Records drawn from a dataset:
+ + + +
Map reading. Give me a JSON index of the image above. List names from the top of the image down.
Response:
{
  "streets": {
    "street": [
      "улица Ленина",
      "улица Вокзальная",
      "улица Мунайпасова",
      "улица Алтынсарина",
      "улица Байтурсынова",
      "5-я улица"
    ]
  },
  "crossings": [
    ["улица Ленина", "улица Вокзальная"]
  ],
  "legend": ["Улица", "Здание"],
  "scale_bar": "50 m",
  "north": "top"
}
+ + + +
**Exercise details:**
Restate every line of the data above exactly as it was written.

**Exercise solution:**
Map reading. Give me a JSON index of the image above. List names from the top of the image down.
Response:
{
  "streets": {
    "street": [
      "улица Ленина",
      "улица Вокзальная",
      "улица Мунайпасова",
      "улица Алтынсарина",
      "улица Байтурсынова",
      "5-я улица"
    ]
  },
  "crossings": [
    ["улица Ленина", "улица Вокзальная"]
  ],
  "legend": ["Улица", "Здание"],
  "scale_bar": "50 m",
  "north": "top"
}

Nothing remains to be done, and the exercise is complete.